Let \(\mathbf {z}=(z_1, z_2, \ldots ,z_L)\), where \(z_l = \frac{S_l - \mu _l}{\sigma _l}\sim N(0,1)\ \forall l = 1,\ldots , L\), and L is the number of objects. It is notable in Eq. (9) that \(l(\mathbf {S})\) only depends on the score of objects in preference \(O_{n,w}\) during each update. Therefore, based on our mean-field assumption, only the moments of objects in preference \(O_{n,w}\) need to be updated. According to Eq. (7a) in Remark 2, we update \(\mu _{o_i} \ \forall o_i \in \{o_1, o_2, \ldots , o_k\}\) as follows:

$$\begin{aligned} \mu _{o_i}^{new} \approx {\mu _{o_i}} + \sigma _{o_i} E\left[ \frac{\partial l(\mathbf {S})/\partial z_{o_i}}{l(\mathbf {S})}\right] \approx {\mu _{o_i}} + \sigma ^2_{o_i} \frac{\partial l(\mathbf {z})/\partial z_{o_i}}{l(\mathbf {z})}\vert _{\mathbf {z}=\mathbf {0}}, \end{aligned}$$
(10)

where we set \(\mathbf {z}=\mathbf {0}\) so that \(\mathbf {S}\) is replaced by \(\mathbf {\mu }\). Such an approximation is reasonable as we expect that the posterior density of \(\mathbf {S}\) to be concentrated on \(\mathbf {\mu }\) (Weng and Lin 2011).

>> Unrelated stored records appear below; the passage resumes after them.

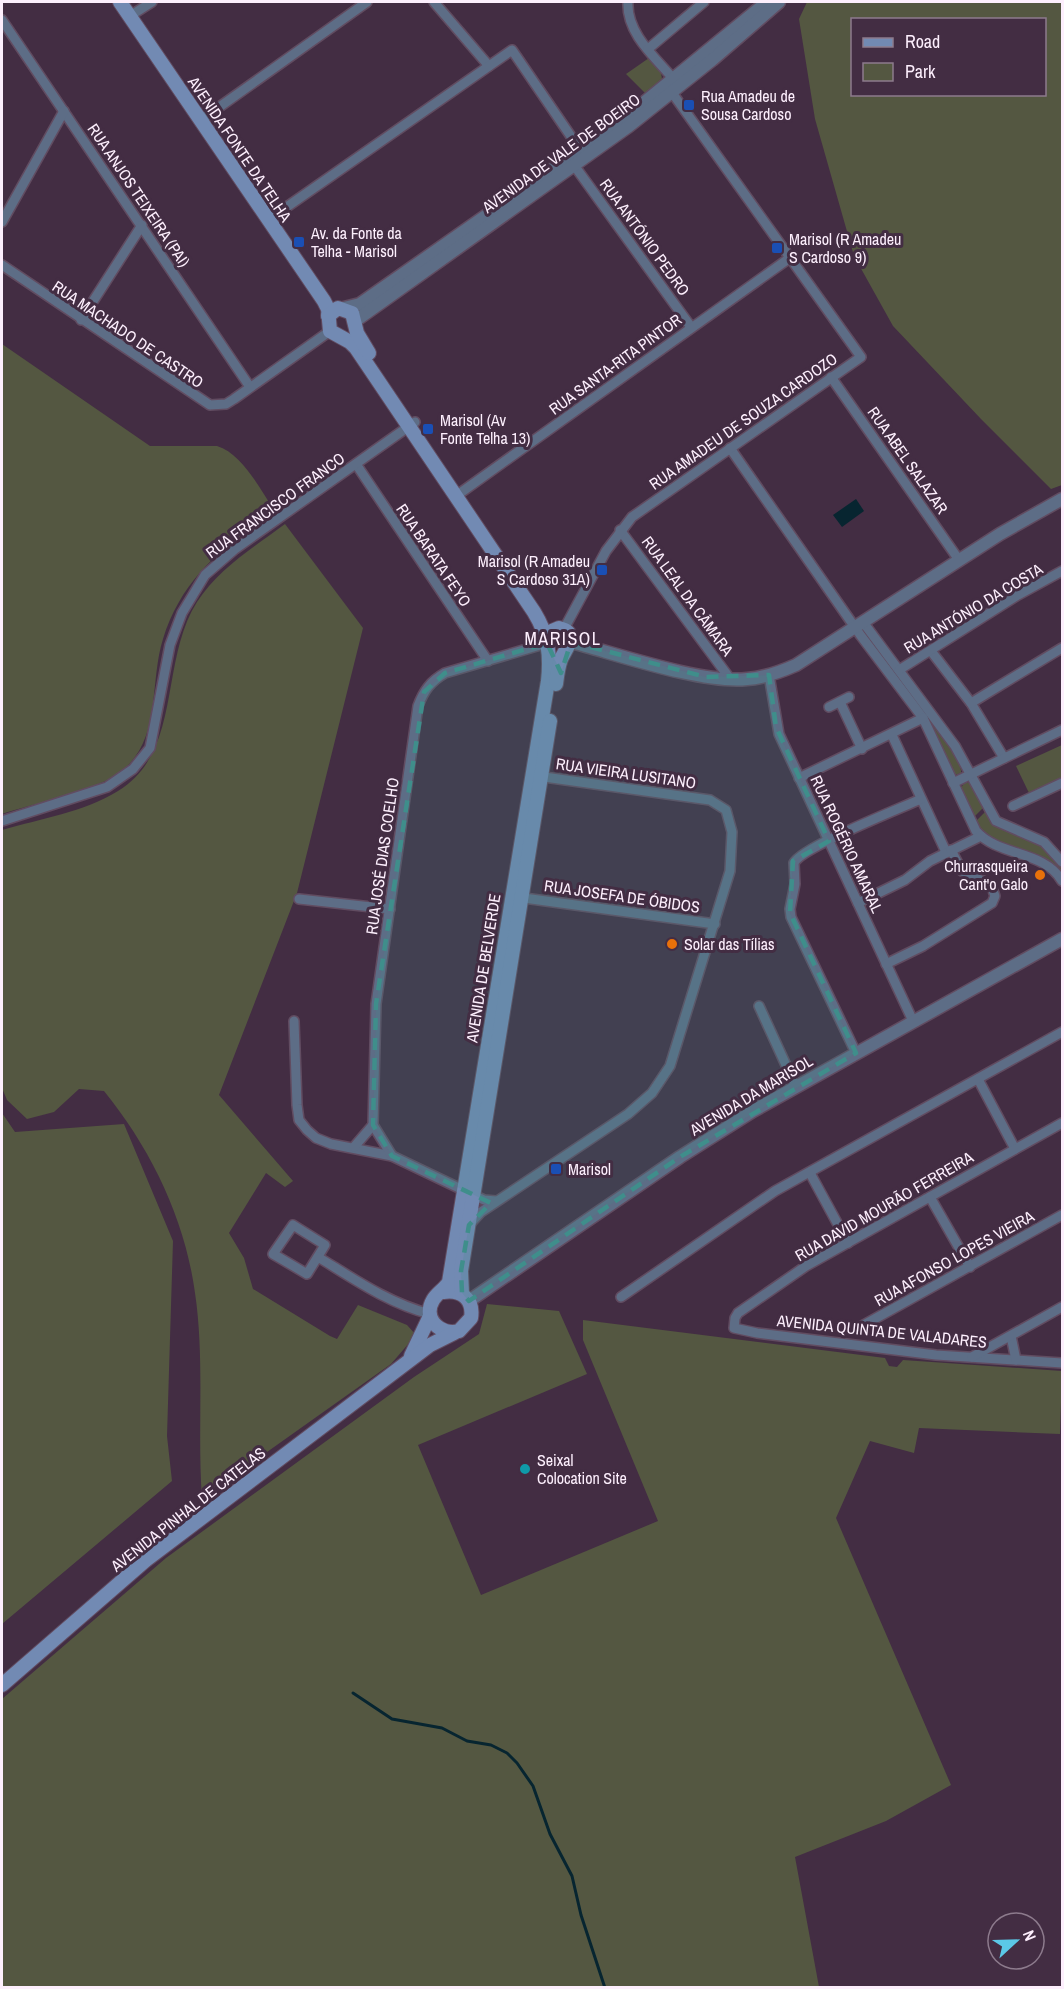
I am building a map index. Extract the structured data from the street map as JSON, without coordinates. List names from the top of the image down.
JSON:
{
  "streets": {
    "main road": ["AVENIDA FONTE DA TELHA", "AVENIDA DE BELVERDE", "AVENIDA PINHAL DE CATELAS"],
    "street": [
      "AVENIDA DE VALE DE BOEIRO",
      "RUA ANJOS TEIXEIRA (PAI)",
      "RUA ANTÓNIO PEDRO",
      "RUA MACHADO DE CASTRO",
      "RUA SANTA-RITA PINTOR",
      "RUA AMADEU DE SOUZA CARDOZO",
      "RUA ABEL SALAZAR",
      "RUA FRANCISCO FRANCO",
      "RUA BARATA FEYO",
      "RUA LEAL DA CÂMARA",
      "RUA ANTÓNIO DA COSTA",
      "RUA VIEIRA LUSITANO",
      "RUA ROGÉRIO AMARAL",
      "RUA JOSÉ DIAS COELHO",
      "RUA JOSEFA DE ÓBIDOS",
      "AVENIDA DA MARISOL",
      "RUA DAVID MOURÃO FERREIRA",
      "RUA AFONSO LOPES VIEIRA",
      "AVENIDA QUINTA DE VALADARES"
    ]
  },
  "crossings": [
    ["AVENIDA FONTE DA TELHA", "AVENIDA DE VALE DE BOEIRO"],
    ["AVENIDA FONTE DA TELHA", "RUA MACHADO DE CASTRO"],
    ["AVENIDA FONTE DA TELHA", "RUA SANTA-RITA PINTOR"],
    ["AVENIDA FONTE DA TELHA", "RUA AMADEU DE SOUZA CARDOZO"],
    ["AVENIDA FONTE DA TELHA", "RUA FRANCISCO FRANCO"],
    ["AVENIDA FONTE DA TELHA", "RUA JOSÉ DIAS COELHO"],
    ["AVENIDA FONTE DA TELHA", "AVENIDA DE BELVERDE"],
    ["AVENIDA DE VALE DE BOEIRO", "RUA ANTÓNIO PEDRO"],
    ["AVENIDA DE VALE DE BOEIRO", "RUA MACHADO DE CASTRO"],
    ["AVENIDA DE VALE DE BOEIRO", "RUA AMADEU DE SOUZA CARDOZO"],
    ["RUA ANJOS TEIXEIRA (PAI)", "RUA MACHADO DE CASTRO"],
    ["RUA ANTÓNIO PEDRO", "RUA SANTA-RITA PINTOR"],
    ["RUA SANTA-RITA PINTOR", "RUA AMADEU DE SOUZA CARDOZO"],
    ["RUA AMADEU DE SOUZA CARDOZO", "RUA ABEL SALAZAR"],
    ["RUA AMADEU DE SOUZA CARDOZO", "RUA LEAL DA CÂMARA"],
    ["RUA AMADEU DE SOUZA CARDOZO", "AVENIDA DE BELVERDE"],
    ["RUA FRANCISCO FRANCO", "RUA BARATA FEYO"],
    ["RUA BARATA FEYO", "RUA JOSÉ DIAS COELHO"],
    ["RUA VIEIRA LUSITANO", "RUA JOSEFA DE ÓBIDOS"],
    ["RUA VIEIRA LUSITANO", "AVENIDA DE BELVERDE"],
    ["RUA ROGÉRIO AMARAL", "AVENIDA DA MARISOL"],
    ["RUA JOSÉ DIAS COELHO", "AVENIDA DE BELVERDE"],
    ["RUA JOSEFA DE ÓBIDOS", "AVENIDA DE BELVERDE"],
    ["AVENIDA DE BELVERDE", "AVENIDA DA MARISOL"],
    ["AVENIDA DE BELVERDE", "AVENIDA PINHAL DE CATELAS"],
    ["AVENIDA DA MARISOL", "AVENIDA PINHAL DE CATELAS"],
    ["RUA DAVID MOURÃO FERREIRA", "AVENIDA QUINTA DE VALADARES"]
  ],
  "districts": ["MARISOL"],
  "places": {
    "transit": [
      "Rua Amadeu de Sousa Cardoso",
      "Av. da Fonte da Telha - Marisol",
      "Marisol (R Amadeu S Cardoso 9)",
      "Marisol (Av Fonte Telha 13)",
      "Marisol (R Amadeu S Cardoso 31A)",
      "Marisol"
    ],
    "other": ["Churrasqueira Cant'o Galo", "Solar das Tílias", "Seixal Colocation Site"]
  },
  "legend": ["Road", "Park"],
  "north": "right"
}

According to Eq. (7b) in Remark 2, we update \(\sigma _{o_i}^2 \ \forall o_i \in \{o_1, o_2, \ldots , o_k\}\) as follows:

$$\begin{aligned} (\sigma _{o_i}^2)^{new}\approx & {} \sigma _{o_i}^2 \left( 1+E\left[ \frac{\partial ^2 l(\mathbf {S})/\partial ^2 z_{o_i}}{l(\mathbf {S})}\right] -E\left[ \frac{\partial l(\mathbf {S})/\partial z_{o_i}}{l(\mathbf {S})}\right] ^2\right) \nonumber \\\approx & {} \sigma _{o_i}^2 \max \left( {1+ \frac{\partial }{\partial z_{o_i}} \left( \frac{\partial l(\mathbf {S})/\partial z_{o_i}}{l(\mathbf {S})}\right) \vert _{\mathbf {z}=\mathbf {0}},\kappa _1 } \right) , \end{aligned}$$
(11)

where \(\kappa _1\) is a small positive value to ensure a positive \(\sigma ^2_{o_i}\).

We now update the moments of denoising vector \(\mathbf {\eta }_w\), and integrate \(\mathbf {S}\) out to obtain the intermediate marginalized likelihood \(l(\mathbf {\eta })\):

$$\begin{aligned} \begin{aligned} l(\mathbf {\eta })&= \idotsint \Pr (O_{n,w}\mid \mathbf {S},\mathbf {\eta }_w)\prod _{l=1}^L N(S_l ; \mu _l, \sigma _l^2)dS_1\ldots dS_L\\&= \idotsint \Pr (O_{n,w}\mid \mathbf {S},\mathbf {\eta }_w)\prod _{i=1}^k N(S_{o_i} ; \mu _{o_i}, \sigma _{o_i}^2)dS_{o_1}\ldots dS_{o_k}. \end{aligned} \end{aligned}$$

The equality holds due to our independent assumption about the score \(\mathbf {S}\). According to the definitions of likelihood in Eq. (3), we have:

$$\begin{aligned} \begin{aligned} l(\mathbf {\eta })&= E_{N(S_{o_1},S_{o_2},\ldots ,S_{o_k})}\left[ \Pr (O_{n,w}\mid \mathbf {S},\mathbf {\eta }_w)\right] = \sum _{r=0}^{C_k^2}\eta _w^{r}R_r, \end{aligned} \end{aligned}$$
(12)

where \(R_r = E\left[ f_{PL}\Big (G_r(O_{n,w})\mid \mathbf {S}\Big )\right] \). \(f_{PL}\Big (G_r(O_{n,w})\mid \mathbf {S}\Big )\) is the likelihood of the permutations \(g_i(O_{n,w}) \ \forall i \in \{1,2,\ldots , k!\}\) with the Kendall-tau distance to the preference \(O_{n,w}\) being r. We use \(f_{PL}\) to represent the Plackett–Luce model [Eq. (1)].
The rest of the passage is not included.